▶ [TASK ITEM]: From the data that follows, print exactly the lines starting at the one containing "font-size:22px; color:#003c65; font-style:italic" and ending at the one containing "translate:-100% -50%; text-align:right"; include both of them and nothing more.

[Data entries]

.....

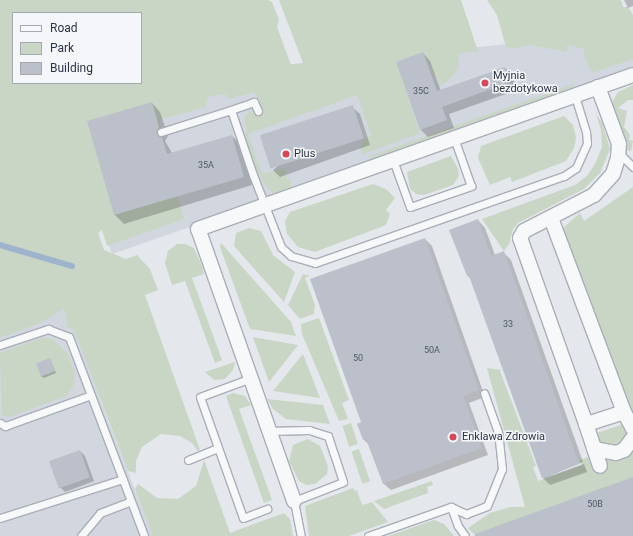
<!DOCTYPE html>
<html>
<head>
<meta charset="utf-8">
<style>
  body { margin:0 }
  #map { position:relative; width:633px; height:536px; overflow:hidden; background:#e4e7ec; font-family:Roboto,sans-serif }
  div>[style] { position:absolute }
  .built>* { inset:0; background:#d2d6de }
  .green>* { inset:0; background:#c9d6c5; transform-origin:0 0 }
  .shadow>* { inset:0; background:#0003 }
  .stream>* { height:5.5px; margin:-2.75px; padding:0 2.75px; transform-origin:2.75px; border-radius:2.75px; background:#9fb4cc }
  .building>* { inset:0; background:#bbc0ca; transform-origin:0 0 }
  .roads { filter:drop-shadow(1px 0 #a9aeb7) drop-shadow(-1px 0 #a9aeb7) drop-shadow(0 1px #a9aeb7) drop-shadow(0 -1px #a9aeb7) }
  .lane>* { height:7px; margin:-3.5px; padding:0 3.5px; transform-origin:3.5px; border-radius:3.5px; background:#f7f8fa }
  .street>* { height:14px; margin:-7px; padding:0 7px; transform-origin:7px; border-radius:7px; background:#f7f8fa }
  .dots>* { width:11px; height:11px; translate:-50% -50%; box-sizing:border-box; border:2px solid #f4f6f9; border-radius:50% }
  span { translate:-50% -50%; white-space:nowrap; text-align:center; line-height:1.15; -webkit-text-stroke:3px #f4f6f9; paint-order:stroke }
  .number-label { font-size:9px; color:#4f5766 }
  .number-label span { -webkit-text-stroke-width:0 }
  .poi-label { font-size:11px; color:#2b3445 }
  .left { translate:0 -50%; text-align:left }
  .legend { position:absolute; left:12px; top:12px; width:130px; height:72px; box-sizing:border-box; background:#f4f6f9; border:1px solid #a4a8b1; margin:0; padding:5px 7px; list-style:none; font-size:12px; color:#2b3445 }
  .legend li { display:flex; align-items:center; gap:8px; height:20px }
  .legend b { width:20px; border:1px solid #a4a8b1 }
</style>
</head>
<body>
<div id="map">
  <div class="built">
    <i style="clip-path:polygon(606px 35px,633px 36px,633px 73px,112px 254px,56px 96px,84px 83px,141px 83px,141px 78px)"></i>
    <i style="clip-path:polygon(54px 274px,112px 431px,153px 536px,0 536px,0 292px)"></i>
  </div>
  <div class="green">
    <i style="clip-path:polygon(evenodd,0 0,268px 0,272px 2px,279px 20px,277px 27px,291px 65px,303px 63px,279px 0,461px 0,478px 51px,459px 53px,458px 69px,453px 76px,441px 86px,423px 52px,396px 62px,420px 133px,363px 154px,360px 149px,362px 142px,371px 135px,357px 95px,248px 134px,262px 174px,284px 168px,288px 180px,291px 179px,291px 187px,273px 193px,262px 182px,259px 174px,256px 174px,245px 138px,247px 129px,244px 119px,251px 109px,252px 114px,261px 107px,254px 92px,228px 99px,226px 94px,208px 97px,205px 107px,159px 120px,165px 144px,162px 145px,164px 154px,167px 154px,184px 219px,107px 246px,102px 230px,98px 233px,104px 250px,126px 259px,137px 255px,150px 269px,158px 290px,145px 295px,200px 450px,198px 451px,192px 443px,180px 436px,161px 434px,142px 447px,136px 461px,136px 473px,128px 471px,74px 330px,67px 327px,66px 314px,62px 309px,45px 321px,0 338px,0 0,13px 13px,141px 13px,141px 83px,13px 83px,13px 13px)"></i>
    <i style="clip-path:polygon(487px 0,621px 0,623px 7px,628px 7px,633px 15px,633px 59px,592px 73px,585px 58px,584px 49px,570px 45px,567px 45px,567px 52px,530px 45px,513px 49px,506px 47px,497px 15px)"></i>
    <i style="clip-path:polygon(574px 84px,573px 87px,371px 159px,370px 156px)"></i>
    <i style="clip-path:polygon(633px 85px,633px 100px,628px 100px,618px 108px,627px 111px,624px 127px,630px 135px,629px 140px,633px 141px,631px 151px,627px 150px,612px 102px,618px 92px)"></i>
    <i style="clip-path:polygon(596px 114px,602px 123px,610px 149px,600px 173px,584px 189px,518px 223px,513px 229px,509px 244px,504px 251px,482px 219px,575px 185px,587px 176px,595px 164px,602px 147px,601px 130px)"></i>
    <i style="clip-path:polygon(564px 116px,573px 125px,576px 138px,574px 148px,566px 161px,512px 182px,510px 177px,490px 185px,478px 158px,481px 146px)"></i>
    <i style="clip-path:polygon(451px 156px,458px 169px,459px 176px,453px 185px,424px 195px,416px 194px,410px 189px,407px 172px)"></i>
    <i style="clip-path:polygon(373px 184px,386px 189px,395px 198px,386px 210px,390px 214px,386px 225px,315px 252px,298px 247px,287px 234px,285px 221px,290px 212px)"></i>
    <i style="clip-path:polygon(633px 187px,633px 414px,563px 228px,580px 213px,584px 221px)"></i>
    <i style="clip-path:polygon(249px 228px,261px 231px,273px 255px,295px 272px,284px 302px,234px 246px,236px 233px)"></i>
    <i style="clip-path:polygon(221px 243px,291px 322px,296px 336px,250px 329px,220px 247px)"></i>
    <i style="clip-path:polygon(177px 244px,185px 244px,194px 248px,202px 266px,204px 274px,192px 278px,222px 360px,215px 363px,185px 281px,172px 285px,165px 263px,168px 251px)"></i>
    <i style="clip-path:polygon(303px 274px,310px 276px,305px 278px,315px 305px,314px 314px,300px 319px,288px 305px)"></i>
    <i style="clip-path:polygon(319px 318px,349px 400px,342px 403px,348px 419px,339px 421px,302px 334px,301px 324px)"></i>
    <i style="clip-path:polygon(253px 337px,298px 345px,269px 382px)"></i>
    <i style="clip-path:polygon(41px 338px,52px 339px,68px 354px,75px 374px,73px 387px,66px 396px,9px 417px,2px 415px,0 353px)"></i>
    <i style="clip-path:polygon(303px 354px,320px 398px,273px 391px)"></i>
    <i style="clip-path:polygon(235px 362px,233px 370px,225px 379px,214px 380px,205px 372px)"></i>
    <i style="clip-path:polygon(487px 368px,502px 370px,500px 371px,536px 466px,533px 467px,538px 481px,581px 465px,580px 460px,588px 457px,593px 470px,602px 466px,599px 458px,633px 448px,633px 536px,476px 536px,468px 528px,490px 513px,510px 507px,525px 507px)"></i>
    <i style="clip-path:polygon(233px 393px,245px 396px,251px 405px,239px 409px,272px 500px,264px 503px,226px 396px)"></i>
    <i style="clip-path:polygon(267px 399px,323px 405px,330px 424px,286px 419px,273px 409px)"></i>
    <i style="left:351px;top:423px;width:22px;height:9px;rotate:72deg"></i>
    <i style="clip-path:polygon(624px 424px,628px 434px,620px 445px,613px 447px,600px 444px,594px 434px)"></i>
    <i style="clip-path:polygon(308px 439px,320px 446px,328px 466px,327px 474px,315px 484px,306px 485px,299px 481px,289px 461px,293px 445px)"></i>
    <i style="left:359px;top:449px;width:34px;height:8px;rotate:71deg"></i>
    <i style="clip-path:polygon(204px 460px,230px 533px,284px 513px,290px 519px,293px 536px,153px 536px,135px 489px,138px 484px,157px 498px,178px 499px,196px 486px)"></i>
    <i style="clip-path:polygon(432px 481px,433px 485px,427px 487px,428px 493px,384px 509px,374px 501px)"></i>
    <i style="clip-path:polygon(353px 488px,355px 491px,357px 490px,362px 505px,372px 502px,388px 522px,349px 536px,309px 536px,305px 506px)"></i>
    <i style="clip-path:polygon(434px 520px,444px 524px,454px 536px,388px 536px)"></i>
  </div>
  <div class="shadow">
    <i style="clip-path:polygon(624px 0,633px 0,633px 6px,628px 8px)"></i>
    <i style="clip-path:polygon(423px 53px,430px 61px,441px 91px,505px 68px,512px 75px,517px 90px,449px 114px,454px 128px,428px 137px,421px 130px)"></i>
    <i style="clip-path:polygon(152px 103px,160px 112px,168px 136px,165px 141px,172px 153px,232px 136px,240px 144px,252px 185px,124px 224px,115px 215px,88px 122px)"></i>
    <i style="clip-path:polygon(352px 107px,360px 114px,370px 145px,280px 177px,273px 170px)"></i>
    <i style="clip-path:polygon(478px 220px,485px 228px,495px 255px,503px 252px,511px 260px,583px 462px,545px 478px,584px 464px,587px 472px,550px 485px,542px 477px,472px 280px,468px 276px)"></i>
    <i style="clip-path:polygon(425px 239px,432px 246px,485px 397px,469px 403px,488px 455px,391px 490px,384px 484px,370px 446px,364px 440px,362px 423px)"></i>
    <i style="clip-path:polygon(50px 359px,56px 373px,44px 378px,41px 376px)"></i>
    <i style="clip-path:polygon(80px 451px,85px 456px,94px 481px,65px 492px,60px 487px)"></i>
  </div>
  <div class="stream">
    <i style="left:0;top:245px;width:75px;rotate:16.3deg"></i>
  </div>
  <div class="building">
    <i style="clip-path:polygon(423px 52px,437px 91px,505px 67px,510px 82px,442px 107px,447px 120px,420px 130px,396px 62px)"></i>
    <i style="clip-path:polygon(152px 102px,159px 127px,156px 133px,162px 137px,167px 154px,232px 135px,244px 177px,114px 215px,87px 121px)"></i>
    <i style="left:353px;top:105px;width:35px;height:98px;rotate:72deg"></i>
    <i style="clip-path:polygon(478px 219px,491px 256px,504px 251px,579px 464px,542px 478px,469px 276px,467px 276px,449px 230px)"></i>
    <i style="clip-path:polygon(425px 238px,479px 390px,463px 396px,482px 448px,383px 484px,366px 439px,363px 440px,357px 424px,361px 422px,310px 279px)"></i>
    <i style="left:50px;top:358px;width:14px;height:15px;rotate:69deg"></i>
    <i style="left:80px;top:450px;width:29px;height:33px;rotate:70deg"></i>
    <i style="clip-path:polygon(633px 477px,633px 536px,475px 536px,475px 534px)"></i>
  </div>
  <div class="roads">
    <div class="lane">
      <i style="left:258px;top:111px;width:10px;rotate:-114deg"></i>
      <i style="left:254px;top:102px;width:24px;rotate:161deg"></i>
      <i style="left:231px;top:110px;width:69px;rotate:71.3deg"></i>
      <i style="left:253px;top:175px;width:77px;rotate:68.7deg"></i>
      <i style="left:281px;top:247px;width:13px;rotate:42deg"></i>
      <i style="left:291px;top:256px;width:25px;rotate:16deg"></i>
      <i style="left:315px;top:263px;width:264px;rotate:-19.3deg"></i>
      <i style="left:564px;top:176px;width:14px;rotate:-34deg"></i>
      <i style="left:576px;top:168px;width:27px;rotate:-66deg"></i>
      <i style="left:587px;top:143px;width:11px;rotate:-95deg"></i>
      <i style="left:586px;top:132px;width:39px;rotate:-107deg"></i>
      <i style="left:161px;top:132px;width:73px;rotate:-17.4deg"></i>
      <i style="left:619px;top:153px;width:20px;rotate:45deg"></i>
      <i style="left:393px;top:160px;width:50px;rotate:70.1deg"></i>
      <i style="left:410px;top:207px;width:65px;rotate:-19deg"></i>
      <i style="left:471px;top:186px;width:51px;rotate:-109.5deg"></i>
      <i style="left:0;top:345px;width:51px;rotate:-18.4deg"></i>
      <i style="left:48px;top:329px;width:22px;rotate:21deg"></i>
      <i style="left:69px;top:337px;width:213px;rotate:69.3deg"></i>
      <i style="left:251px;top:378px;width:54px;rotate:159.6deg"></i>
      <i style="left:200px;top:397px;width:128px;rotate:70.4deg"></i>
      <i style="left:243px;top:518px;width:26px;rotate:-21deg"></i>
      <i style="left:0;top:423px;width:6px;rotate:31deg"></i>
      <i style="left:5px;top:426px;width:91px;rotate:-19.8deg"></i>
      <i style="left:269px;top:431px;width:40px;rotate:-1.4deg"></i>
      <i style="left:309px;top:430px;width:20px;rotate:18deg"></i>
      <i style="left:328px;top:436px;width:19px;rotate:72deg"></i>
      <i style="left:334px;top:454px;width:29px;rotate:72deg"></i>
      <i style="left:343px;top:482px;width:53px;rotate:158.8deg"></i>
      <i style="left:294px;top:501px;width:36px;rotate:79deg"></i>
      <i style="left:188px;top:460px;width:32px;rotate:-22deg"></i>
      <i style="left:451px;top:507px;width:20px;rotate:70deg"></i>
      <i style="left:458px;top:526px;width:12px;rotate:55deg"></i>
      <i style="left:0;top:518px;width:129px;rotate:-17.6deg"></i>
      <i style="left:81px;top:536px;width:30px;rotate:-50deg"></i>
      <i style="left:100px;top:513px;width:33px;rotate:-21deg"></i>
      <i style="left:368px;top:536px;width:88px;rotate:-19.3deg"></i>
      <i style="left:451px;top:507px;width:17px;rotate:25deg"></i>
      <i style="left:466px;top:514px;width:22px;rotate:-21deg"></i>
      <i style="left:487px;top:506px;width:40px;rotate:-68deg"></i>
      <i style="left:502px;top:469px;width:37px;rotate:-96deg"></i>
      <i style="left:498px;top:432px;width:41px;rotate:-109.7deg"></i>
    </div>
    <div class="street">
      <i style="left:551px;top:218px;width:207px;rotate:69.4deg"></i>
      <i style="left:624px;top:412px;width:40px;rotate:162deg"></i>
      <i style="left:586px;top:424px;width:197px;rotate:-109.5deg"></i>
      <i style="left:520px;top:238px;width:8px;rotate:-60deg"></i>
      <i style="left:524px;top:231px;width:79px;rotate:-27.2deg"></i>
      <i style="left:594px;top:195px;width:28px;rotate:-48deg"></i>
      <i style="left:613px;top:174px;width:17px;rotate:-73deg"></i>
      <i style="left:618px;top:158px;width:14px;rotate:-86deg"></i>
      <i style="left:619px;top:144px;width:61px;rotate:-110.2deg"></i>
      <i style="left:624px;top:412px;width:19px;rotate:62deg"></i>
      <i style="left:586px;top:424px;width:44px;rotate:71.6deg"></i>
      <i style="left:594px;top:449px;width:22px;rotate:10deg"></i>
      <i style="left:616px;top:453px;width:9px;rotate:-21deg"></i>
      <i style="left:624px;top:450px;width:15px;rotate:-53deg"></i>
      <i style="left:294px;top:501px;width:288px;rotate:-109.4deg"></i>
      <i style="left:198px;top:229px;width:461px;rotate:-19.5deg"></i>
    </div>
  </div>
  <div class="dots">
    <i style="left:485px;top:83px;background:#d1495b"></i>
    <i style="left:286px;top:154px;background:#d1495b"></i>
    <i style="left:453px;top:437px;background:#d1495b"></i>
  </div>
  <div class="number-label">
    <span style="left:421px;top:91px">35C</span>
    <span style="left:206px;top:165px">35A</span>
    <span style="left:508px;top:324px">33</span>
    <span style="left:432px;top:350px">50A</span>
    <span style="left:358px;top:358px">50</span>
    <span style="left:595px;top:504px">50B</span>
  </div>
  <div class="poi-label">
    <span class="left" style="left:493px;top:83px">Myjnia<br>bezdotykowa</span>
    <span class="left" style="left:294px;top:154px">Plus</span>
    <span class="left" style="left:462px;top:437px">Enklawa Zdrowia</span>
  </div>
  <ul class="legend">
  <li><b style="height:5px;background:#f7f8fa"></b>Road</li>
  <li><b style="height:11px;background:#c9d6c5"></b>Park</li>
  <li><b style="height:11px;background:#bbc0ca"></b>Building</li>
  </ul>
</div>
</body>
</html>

.....

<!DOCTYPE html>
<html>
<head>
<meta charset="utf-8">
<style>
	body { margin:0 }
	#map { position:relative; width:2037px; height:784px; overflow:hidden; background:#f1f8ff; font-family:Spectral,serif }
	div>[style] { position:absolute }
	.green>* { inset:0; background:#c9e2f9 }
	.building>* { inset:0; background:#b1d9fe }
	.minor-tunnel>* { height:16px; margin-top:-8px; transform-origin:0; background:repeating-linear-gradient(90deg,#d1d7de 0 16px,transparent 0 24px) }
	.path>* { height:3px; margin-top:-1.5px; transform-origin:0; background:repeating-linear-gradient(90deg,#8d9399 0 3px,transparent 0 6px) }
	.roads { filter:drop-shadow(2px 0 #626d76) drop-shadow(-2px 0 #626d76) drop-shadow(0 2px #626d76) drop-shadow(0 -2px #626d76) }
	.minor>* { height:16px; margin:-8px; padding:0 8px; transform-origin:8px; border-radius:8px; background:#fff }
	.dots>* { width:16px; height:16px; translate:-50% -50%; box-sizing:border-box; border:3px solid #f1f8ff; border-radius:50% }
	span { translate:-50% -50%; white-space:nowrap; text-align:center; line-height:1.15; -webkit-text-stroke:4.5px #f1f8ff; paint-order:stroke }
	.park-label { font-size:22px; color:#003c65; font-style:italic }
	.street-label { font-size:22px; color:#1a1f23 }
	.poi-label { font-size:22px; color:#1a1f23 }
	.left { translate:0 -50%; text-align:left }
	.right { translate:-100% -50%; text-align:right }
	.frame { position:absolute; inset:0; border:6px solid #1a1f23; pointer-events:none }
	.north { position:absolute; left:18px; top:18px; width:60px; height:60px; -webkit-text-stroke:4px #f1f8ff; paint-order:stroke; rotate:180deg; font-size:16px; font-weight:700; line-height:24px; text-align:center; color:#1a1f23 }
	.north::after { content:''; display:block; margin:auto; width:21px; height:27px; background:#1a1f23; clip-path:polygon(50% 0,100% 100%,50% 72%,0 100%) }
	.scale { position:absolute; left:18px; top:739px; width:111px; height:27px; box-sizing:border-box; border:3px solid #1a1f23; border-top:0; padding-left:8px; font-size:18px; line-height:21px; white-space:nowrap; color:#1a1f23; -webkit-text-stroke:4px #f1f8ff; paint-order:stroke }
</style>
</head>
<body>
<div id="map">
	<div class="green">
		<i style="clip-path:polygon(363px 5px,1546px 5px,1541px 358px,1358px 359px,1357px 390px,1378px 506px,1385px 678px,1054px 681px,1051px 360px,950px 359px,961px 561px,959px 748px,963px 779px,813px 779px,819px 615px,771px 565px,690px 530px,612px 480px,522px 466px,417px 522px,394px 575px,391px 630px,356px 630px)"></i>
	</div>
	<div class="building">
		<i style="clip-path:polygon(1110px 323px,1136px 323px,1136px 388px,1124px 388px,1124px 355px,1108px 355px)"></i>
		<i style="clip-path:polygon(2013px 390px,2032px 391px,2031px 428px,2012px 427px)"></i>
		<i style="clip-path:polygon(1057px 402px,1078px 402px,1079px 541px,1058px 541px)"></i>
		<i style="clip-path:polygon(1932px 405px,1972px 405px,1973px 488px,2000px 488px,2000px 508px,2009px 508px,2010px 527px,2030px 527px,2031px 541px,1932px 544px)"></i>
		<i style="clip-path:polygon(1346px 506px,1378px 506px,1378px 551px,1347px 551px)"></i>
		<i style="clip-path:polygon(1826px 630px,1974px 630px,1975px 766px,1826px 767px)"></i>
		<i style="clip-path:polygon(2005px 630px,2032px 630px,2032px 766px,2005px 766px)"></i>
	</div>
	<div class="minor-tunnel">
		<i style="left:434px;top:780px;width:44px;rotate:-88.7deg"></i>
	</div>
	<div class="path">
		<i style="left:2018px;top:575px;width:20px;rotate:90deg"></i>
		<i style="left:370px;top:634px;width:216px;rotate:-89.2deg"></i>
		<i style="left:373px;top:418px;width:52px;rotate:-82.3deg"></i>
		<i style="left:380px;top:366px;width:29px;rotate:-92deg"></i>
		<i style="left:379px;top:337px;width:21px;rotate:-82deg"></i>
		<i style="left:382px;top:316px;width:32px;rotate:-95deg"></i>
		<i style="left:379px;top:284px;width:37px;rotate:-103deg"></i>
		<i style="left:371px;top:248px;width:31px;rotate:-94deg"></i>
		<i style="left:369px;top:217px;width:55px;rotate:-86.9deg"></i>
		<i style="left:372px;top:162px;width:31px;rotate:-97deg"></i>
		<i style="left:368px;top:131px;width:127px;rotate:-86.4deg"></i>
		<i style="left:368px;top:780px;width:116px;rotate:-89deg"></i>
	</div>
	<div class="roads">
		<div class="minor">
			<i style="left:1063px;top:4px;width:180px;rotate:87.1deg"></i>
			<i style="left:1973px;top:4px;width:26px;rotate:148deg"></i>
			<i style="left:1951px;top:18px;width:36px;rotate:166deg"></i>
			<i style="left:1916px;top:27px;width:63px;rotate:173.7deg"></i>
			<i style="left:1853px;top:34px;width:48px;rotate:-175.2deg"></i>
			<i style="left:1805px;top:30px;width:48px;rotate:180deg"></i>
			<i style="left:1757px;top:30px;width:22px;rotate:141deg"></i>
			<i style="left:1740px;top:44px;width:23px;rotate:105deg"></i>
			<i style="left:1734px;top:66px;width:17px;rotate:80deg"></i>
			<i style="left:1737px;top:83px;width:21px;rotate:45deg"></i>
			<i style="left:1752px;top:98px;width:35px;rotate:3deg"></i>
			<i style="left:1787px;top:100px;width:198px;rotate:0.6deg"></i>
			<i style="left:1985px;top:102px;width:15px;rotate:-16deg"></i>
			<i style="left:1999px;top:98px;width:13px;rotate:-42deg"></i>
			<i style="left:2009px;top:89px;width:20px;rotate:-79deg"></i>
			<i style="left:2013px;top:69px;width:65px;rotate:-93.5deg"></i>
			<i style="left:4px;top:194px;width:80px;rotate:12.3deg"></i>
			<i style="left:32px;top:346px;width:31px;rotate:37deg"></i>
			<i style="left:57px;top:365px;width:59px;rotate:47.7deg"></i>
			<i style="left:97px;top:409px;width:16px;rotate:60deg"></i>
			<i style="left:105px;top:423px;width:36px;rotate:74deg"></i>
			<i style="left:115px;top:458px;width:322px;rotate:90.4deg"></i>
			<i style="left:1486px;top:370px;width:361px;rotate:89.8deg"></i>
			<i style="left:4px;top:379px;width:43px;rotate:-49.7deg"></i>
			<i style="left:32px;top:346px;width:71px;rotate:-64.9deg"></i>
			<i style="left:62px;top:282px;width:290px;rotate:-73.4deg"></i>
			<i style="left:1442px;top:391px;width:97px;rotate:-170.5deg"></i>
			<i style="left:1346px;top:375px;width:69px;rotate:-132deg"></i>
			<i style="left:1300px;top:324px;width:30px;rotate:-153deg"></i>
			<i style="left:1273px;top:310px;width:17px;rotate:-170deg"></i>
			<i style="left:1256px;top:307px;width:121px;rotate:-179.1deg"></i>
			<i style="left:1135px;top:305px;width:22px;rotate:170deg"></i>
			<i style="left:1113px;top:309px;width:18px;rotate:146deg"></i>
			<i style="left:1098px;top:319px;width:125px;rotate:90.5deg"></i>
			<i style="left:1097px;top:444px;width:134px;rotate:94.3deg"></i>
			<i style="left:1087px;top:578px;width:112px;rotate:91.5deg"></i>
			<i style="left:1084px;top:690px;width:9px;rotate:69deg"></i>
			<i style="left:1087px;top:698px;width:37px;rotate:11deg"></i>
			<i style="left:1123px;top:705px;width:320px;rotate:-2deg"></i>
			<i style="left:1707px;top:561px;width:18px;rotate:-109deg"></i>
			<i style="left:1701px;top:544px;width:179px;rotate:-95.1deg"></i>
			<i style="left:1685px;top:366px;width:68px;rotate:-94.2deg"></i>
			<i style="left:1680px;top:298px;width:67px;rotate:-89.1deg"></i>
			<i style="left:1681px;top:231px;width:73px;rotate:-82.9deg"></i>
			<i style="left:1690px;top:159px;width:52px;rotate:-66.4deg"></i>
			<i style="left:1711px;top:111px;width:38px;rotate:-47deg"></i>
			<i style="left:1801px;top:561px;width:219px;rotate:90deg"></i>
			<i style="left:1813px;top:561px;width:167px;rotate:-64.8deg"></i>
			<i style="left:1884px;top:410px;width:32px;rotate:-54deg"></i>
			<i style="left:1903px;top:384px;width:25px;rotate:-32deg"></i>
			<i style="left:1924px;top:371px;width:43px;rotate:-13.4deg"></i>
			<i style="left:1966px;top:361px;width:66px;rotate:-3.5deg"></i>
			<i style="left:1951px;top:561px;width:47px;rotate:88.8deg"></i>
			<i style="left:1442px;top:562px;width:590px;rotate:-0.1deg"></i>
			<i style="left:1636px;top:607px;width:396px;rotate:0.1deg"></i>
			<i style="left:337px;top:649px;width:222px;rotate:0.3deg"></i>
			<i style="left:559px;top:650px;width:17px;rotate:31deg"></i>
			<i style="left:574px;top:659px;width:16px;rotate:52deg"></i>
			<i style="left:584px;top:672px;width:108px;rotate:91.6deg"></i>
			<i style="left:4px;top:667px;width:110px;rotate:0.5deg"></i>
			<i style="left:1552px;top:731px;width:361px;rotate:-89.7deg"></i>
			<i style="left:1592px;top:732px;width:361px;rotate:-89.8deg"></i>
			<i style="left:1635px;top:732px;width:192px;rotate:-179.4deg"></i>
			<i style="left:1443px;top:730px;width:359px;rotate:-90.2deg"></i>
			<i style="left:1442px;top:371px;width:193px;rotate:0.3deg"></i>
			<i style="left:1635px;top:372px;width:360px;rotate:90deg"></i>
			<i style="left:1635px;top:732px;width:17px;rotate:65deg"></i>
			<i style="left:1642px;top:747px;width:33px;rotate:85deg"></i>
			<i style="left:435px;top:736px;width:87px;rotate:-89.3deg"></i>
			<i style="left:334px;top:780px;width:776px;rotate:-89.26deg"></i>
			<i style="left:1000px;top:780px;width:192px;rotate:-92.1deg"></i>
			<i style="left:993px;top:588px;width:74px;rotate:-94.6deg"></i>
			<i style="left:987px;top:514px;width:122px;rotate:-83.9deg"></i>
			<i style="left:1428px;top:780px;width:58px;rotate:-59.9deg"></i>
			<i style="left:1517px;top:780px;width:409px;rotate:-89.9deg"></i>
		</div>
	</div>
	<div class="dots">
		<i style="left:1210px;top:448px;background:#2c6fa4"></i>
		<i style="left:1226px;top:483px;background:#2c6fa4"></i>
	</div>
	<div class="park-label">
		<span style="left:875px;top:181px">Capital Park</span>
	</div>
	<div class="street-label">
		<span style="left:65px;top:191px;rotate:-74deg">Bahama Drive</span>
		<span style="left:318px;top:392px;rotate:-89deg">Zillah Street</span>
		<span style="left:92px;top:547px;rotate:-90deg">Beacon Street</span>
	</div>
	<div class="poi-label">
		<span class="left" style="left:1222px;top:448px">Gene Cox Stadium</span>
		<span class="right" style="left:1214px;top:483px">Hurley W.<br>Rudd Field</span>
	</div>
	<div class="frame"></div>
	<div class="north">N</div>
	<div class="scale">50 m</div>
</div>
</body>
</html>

.....

▶ [ANSWER SECTION]:
	.park-label { font-size:22px; color:#003c65; font-style:italic }
	.street-label { font-size:22px; color:#1a1f23 }
	.poi-label { font-size:22px; color:#1a1f23 }
	.left { translate:0 -50%; text-align:left }
	.right { translate:-100% -50%; text-align:right }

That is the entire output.